Task requirements: Write out every entry exactly as it stands.

Supplied information:
[Start of Attachment]

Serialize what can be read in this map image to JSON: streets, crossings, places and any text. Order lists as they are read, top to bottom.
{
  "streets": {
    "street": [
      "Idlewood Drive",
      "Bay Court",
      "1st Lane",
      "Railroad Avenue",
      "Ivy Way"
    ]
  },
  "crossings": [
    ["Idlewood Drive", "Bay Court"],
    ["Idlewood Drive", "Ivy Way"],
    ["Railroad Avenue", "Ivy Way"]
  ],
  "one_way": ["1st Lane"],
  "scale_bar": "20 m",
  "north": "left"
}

[End of Attachment]

Response below:
Serialize what can be read in this map image to JSON: streets, crossings, places and any text. Order lists as they are read, top to bottom.
{
  "streets": {
    "street": [
      "Idlewood Drive",
      "Bay Court",
      "1st Lane",
      "Railroad Avenue",
      "Ivy Way"
    ]
  },
  "crossings": [
    ["Idlewood Drive", "Bay Court"],
    ["Idlewood Drive", "Ivy Way"],
    ["Railroad Avenue", "Ivy Way"]
  ],
  "one_way": ["1st Lane"],
  "scale_bar": "20 m",
  "north": "left"
}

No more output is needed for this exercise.